- _Exercise goal_: Filter the records below for the word "József". Copy each line that holds it.

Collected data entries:
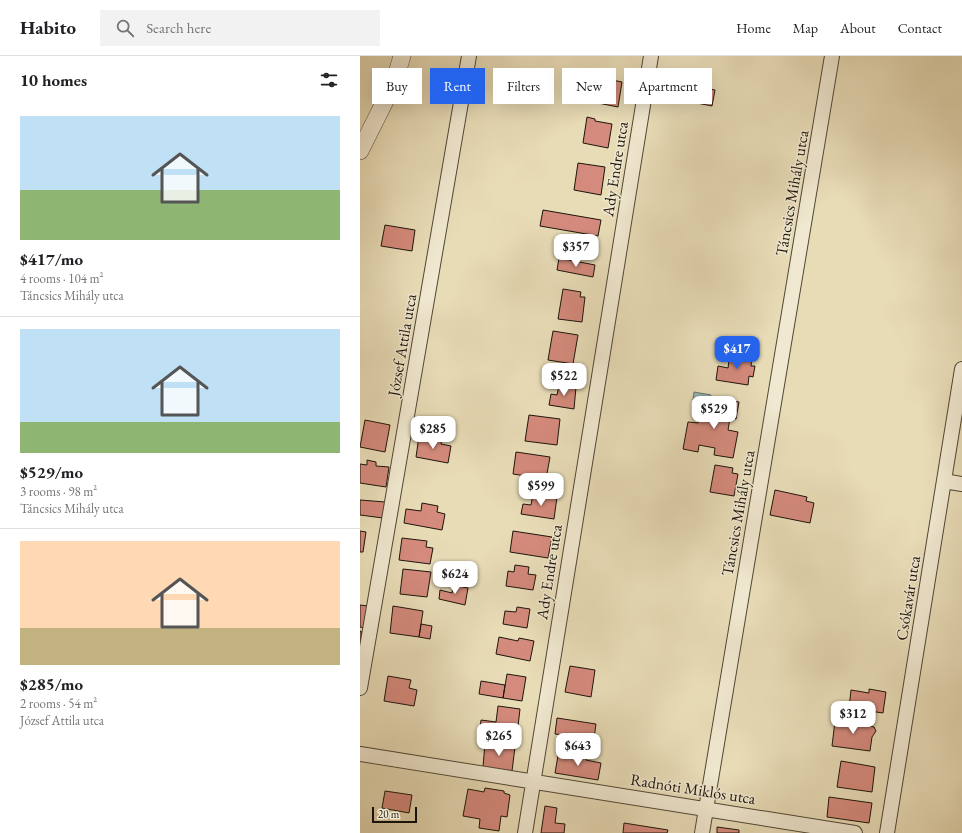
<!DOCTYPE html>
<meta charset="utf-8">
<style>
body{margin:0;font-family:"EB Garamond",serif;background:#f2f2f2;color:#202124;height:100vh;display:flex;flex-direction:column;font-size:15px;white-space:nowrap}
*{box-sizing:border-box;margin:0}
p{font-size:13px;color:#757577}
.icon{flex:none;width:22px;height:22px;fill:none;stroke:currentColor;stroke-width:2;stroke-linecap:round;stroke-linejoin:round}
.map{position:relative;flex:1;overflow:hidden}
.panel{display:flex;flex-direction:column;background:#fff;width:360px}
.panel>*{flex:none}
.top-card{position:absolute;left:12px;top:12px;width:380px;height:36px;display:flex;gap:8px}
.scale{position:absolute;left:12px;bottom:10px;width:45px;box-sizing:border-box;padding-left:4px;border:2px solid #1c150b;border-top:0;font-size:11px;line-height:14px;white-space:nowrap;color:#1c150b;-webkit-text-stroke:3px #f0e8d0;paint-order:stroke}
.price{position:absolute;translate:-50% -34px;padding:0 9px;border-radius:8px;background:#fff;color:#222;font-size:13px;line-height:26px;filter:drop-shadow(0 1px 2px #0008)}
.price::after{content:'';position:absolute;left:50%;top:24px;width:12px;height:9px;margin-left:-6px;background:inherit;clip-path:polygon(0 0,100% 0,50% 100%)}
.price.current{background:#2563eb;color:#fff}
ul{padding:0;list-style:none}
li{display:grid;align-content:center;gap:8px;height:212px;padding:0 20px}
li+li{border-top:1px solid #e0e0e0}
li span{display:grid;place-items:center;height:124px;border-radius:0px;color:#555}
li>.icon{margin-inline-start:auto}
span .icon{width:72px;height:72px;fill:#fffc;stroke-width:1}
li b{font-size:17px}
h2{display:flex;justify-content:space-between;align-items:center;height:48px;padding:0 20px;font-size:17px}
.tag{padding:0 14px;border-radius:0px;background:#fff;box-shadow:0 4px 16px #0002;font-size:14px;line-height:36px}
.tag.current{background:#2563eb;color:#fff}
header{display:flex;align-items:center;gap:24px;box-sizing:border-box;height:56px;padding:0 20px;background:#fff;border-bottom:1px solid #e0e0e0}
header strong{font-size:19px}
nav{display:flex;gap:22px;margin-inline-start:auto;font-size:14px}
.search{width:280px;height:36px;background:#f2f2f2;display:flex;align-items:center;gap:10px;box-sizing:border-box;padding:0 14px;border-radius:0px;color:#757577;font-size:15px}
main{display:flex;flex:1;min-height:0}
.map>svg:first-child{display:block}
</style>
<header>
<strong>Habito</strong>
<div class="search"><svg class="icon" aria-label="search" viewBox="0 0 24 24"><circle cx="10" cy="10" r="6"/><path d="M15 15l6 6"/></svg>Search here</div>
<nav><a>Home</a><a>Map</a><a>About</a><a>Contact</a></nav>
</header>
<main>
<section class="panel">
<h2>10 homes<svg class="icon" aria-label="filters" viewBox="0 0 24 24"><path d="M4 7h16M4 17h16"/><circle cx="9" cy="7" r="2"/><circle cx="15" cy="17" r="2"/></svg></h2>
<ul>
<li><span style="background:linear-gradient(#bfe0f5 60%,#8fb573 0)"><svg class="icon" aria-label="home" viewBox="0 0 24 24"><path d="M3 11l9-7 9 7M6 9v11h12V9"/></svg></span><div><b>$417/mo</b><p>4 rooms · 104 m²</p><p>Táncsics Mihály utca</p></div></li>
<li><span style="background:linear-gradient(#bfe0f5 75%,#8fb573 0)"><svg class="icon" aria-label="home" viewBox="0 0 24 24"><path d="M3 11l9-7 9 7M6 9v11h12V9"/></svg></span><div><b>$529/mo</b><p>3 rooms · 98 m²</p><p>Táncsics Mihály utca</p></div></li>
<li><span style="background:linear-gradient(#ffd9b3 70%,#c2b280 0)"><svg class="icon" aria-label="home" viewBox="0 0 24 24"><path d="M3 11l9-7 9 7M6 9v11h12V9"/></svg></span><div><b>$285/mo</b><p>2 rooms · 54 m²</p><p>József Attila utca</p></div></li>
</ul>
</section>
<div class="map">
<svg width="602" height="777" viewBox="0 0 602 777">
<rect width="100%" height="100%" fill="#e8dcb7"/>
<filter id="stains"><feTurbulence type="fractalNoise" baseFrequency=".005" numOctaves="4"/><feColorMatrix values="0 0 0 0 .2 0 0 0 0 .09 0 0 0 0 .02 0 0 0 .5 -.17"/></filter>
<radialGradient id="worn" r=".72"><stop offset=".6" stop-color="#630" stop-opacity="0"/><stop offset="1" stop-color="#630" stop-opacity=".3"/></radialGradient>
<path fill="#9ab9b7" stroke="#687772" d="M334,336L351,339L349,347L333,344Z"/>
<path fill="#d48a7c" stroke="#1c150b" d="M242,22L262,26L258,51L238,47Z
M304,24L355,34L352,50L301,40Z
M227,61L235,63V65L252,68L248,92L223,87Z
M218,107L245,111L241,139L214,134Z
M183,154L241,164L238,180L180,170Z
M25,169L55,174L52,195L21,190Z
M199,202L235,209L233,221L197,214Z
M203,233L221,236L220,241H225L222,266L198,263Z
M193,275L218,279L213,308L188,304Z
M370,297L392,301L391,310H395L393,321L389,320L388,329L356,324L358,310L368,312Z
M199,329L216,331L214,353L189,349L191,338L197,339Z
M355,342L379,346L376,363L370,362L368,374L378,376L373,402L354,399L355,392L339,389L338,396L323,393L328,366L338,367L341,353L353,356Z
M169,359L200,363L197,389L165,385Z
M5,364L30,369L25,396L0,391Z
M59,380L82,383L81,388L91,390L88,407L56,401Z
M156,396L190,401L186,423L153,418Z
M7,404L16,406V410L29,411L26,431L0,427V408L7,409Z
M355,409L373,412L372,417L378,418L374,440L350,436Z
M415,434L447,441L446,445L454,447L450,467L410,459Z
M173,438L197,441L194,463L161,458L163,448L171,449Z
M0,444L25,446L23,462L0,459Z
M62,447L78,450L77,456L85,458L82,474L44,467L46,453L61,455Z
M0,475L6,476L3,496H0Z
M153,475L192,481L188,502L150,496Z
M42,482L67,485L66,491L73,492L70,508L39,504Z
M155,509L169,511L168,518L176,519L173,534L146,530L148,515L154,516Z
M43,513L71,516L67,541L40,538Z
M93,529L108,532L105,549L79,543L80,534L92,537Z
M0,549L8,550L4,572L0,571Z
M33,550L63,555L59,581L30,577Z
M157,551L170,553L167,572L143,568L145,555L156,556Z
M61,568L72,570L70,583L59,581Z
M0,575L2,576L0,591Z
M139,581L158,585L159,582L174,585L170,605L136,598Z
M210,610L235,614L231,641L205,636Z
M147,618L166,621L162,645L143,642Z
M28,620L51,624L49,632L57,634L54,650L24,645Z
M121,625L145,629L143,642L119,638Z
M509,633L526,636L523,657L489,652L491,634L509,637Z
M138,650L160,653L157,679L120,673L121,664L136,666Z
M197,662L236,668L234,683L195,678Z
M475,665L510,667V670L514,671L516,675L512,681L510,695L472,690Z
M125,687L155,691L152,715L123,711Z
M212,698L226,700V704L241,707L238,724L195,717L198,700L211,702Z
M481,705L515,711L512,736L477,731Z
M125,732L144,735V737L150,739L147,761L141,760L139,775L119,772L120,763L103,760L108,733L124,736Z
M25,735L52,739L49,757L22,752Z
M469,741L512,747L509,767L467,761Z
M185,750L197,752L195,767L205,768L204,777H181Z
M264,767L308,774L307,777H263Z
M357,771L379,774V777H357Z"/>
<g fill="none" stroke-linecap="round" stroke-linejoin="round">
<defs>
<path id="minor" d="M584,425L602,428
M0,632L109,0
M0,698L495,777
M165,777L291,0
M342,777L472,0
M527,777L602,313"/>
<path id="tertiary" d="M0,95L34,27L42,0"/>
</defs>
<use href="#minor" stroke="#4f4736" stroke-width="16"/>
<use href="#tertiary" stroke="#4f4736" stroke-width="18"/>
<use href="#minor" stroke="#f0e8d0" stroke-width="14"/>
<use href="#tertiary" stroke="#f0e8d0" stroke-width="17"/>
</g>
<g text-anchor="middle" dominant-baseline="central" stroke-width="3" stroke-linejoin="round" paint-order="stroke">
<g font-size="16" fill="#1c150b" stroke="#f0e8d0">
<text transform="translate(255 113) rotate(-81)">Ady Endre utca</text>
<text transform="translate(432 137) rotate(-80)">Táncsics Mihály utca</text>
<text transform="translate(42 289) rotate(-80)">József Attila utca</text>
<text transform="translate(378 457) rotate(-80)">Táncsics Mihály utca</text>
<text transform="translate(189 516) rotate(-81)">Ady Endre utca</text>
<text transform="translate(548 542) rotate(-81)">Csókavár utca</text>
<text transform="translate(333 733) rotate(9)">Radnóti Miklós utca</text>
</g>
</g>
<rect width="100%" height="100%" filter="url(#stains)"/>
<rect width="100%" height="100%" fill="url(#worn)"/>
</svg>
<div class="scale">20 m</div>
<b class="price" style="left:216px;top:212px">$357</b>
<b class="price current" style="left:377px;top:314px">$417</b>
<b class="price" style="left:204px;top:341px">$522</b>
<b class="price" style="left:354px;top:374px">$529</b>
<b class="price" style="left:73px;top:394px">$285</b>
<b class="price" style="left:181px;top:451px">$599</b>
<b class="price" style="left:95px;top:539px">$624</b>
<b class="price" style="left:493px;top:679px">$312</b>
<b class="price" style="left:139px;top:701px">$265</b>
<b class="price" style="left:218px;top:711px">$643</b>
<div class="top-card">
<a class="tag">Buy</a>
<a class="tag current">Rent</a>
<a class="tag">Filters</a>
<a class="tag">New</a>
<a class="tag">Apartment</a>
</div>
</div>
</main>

- _Solution for this task_:
<li><span style="background:linear-gradient(#ffd9b3 70%,#c2b280 0)"><svg class="icon" aria-label="home" viewBox="0 0 24 24"><path d="M3 11l9-7 9 7M6 9v11h12V9"/></svg></span><div><b>$285/mo</b><p>2 rooms · 54 m²</p><p>József Attila utca</p></div></li>
<text transform="translate(42 289) rotate(-80)">József Attila utca</text>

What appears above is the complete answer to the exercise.